Duke’s real estate department committed to testing Longfellow’s recommended approach to developing a life science ecosystem in downtown Durham as an off-campus lease was expiring for the Duke Molecular Physiology Institute. However, Institute scientists were initially less than convinced about moving their operations to Durham.
To understand more about the scientists’ reservations about relocating, Longfellow conducted a series of meetings to understand their needs and pain points. Chief among them was difficulty in attracting talent to grow their program, access to vivarium infrastructure, and amenities. In response, Longfellow bought a 52,000 square foot, former tobacco production facility in downtown Durham and designed a spec lab program to meet the Duke Molecular Physiology Institute’s future growth plans. These spec labs enabled the Institute to attract new research talent by providing immediately-available, plug-and-play lab space—something competing universities were unable to do.
In order to create a true center of gravity for life science research in downtown Durham, Longfellow acquired a second, 120,000 square foot tobacco facility and converted it to lab space for Duke’s use.
However, the collaborative vision developed with Duke called for more than a series of satellite Duke lab facilities: Duke and Longfellow envisioned downtown Durham as a true innovation district, replete with a robust ecosystem of small to medium size companies in the life science and innovation space.

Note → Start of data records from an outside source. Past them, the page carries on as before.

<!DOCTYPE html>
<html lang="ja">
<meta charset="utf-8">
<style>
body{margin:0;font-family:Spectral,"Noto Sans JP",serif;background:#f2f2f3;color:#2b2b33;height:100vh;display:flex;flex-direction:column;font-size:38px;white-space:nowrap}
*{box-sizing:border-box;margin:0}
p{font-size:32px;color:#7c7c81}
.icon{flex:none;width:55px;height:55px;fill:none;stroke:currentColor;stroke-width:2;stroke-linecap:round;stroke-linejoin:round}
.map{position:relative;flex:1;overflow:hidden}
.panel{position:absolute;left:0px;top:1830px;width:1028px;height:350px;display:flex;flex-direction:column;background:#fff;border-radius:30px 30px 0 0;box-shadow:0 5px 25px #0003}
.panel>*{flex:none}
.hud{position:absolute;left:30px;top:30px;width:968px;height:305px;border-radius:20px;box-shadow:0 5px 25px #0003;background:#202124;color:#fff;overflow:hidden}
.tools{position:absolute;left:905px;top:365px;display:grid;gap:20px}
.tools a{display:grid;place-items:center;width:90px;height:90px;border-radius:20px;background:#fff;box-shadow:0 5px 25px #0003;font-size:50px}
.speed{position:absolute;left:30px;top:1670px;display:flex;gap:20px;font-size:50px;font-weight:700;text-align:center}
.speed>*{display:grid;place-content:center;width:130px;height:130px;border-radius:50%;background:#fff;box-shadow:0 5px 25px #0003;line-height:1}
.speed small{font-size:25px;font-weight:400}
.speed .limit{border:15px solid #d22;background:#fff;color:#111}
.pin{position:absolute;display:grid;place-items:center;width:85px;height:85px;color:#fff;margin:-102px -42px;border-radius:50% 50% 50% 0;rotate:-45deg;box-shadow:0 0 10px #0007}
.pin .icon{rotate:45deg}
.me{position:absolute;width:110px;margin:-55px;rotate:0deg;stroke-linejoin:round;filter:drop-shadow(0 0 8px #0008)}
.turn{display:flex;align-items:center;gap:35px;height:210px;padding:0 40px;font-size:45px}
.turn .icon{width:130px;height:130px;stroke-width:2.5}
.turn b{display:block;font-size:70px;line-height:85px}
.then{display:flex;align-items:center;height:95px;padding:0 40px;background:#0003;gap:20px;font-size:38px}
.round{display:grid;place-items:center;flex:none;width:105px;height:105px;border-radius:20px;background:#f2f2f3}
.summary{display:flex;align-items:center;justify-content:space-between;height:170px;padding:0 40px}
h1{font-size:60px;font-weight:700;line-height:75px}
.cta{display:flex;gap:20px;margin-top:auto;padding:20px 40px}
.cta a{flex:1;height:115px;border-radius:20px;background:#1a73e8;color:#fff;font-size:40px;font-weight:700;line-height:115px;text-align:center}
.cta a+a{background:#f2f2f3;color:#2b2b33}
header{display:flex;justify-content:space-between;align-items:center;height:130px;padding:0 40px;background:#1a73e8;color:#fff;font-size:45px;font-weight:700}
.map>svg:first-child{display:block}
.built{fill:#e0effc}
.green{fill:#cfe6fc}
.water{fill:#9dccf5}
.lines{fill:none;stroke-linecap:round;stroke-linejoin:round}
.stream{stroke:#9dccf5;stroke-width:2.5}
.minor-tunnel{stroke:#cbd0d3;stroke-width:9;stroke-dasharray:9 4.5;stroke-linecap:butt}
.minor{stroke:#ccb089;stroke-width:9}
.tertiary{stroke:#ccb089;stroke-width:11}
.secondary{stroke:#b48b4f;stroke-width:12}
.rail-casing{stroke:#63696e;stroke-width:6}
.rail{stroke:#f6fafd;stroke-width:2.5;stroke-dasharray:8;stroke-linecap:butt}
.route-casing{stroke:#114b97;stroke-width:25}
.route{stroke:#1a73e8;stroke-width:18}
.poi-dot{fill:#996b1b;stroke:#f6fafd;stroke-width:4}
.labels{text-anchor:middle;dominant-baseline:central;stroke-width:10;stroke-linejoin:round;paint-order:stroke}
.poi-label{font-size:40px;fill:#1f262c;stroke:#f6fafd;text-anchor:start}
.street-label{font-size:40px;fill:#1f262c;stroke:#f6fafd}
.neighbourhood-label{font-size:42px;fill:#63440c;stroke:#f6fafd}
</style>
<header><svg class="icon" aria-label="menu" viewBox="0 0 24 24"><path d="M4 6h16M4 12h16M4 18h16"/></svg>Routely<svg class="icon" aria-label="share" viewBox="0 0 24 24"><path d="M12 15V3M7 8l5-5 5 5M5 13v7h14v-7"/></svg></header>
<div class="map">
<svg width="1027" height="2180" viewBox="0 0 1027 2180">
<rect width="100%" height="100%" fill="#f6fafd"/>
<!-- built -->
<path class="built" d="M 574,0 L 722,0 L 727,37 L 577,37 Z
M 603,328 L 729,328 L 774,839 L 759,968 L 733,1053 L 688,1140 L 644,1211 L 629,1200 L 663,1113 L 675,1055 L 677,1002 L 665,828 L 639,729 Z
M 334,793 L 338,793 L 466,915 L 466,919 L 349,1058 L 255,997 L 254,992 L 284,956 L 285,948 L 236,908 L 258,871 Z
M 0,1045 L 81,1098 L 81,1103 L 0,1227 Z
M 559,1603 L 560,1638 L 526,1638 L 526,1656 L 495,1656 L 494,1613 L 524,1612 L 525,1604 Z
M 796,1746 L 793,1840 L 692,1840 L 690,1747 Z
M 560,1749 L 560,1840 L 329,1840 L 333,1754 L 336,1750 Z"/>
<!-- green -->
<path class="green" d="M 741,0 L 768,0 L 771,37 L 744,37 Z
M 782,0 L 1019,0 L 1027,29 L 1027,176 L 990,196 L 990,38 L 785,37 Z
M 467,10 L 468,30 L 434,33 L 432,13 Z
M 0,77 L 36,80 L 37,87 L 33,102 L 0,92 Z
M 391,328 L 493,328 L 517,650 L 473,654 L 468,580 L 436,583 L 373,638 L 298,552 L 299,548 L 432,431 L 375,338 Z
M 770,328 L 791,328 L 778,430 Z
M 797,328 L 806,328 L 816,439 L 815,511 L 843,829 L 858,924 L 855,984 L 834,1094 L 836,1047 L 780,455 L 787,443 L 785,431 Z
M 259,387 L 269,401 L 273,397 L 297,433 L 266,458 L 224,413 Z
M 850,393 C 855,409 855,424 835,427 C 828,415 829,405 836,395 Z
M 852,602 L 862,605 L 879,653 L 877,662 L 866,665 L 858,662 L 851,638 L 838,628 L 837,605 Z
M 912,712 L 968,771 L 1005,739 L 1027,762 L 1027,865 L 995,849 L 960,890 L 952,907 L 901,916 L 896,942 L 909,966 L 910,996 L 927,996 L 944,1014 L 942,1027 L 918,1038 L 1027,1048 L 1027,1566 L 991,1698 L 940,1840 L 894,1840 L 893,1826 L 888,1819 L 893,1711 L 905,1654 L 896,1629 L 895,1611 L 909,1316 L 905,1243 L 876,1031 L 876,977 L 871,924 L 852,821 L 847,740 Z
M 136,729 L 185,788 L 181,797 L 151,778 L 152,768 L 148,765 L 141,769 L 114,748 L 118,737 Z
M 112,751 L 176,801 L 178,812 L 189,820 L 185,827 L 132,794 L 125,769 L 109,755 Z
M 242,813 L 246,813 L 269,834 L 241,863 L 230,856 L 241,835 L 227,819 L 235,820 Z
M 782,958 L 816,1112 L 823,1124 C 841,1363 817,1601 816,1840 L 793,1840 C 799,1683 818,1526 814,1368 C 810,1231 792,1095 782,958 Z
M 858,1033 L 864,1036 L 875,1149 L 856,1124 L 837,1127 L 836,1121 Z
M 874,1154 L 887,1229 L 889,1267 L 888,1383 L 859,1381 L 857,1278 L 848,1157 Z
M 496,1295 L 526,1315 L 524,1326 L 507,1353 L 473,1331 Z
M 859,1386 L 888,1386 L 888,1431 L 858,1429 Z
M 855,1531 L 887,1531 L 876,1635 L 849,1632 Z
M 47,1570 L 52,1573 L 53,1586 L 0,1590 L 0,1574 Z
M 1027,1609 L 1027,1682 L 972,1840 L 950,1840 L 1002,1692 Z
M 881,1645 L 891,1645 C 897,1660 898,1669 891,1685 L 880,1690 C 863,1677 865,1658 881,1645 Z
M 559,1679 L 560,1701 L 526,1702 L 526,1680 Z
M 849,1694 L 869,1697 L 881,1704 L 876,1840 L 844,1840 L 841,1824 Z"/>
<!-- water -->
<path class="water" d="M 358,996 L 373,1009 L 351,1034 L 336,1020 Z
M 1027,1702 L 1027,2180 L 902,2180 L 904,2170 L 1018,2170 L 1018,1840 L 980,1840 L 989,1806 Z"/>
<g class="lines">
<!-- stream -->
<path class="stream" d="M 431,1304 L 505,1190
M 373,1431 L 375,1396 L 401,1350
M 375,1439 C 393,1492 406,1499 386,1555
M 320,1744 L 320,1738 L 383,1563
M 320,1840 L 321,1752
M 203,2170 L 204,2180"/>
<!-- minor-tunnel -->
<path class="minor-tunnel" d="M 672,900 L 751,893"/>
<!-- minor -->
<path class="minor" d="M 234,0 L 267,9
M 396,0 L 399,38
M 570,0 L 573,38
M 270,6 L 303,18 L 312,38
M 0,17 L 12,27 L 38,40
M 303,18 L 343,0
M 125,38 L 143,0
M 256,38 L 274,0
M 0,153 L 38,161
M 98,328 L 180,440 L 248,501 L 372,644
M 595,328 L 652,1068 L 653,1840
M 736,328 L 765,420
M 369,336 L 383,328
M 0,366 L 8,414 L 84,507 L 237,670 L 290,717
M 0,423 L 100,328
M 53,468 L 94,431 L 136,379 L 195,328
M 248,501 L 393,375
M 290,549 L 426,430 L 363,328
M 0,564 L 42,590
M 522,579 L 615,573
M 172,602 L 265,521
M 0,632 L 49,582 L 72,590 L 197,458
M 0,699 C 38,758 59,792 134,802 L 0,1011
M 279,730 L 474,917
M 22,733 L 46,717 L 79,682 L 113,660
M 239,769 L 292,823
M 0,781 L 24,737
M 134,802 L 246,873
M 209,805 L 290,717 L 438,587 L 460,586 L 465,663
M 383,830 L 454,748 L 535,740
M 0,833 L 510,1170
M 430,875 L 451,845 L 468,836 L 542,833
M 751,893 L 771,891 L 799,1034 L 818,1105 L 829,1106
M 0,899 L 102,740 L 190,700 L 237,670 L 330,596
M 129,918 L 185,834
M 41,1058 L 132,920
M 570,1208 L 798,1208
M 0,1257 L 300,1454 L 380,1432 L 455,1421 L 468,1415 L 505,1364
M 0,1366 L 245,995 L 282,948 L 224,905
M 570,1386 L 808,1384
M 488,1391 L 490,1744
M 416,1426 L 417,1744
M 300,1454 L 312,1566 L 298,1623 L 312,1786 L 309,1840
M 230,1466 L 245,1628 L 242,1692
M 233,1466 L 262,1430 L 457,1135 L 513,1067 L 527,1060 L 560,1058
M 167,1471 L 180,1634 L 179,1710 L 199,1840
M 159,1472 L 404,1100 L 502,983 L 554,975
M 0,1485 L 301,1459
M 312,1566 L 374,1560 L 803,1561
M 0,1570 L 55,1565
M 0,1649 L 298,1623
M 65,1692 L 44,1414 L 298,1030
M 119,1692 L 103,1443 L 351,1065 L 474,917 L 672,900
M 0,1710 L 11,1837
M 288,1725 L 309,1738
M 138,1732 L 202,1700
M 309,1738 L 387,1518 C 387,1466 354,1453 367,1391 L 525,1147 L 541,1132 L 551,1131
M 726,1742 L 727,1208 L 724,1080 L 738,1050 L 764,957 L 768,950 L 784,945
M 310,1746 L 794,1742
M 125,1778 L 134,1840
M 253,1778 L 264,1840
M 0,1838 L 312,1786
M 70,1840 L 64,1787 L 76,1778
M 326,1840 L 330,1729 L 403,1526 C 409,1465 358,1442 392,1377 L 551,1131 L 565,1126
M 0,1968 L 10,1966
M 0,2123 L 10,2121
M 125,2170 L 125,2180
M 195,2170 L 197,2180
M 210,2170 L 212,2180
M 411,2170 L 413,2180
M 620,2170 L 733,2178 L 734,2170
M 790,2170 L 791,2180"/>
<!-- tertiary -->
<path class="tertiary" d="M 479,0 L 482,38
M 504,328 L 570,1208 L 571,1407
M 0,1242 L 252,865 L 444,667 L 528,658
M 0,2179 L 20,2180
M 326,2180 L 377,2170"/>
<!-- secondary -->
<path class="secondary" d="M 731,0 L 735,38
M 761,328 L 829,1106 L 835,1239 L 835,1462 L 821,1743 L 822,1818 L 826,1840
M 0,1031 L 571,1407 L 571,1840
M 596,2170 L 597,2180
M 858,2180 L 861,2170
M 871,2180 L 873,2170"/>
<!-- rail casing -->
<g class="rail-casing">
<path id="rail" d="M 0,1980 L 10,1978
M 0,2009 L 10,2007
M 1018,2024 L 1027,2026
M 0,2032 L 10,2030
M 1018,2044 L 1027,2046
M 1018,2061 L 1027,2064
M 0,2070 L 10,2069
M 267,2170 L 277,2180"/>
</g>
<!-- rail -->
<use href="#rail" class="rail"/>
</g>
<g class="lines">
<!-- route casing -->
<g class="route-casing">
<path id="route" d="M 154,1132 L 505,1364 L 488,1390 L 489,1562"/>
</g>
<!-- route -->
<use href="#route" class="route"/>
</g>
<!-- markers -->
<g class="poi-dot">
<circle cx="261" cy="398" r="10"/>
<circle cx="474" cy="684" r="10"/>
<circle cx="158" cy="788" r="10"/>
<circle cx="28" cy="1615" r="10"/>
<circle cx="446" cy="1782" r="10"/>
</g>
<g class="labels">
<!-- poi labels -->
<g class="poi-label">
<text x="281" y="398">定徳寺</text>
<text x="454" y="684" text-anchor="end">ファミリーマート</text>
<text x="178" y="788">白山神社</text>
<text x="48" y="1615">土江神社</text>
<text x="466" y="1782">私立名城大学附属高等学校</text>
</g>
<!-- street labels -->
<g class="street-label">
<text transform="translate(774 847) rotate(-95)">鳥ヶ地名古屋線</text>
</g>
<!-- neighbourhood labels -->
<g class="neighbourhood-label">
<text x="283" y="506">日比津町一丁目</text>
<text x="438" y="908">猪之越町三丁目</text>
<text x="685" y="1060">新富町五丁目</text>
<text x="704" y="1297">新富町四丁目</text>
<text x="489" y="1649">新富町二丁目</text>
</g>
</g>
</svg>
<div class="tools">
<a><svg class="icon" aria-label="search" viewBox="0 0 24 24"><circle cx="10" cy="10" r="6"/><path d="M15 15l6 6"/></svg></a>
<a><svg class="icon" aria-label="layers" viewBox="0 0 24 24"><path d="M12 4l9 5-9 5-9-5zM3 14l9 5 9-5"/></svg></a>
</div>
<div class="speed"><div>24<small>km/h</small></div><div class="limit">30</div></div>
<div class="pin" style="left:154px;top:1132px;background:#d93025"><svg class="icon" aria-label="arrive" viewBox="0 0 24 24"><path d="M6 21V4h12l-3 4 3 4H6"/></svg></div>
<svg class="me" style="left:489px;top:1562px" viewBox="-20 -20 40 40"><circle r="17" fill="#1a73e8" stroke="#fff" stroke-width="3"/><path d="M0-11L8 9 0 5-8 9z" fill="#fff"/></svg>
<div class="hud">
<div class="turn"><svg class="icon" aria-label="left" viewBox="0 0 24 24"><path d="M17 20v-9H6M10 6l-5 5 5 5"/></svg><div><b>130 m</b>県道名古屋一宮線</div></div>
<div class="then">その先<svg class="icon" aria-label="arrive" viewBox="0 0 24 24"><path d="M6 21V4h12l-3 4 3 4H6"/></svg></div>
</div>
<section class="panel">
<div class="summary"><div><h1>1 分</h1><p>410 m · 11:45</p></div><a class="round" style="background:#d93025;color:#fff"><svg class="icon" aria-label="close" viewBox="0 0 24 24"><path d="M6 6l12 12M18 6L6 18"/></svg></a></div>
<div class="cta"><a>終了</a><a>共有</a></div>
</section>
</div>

Alongside Duke involvement in key phases of the process, including selection of a master planner, Longfellow acquired 17 downtown acres the Durham ID (Innovation District). 200 Morris Street, a 165,000 square foot lab/office building, was constructed for Duke’s Clinical Research Institute, along with a sister, speculative building at 300 Morris Street. Duke’s Innovation and Entrepreneurship Initiative was sited at another Durham ID building, rounding out the ecosystem with entrepreneurial support services. Today, a portion of the Duke Clinical Research Institute building is subleased to Google, and conversations are underway with other large tech companies to kick off additional construction. Near-term plans for constructing another 200,000 square feet in the Durham ID are in process, along with additional plans on the long-term horizon for the development of three additional sites.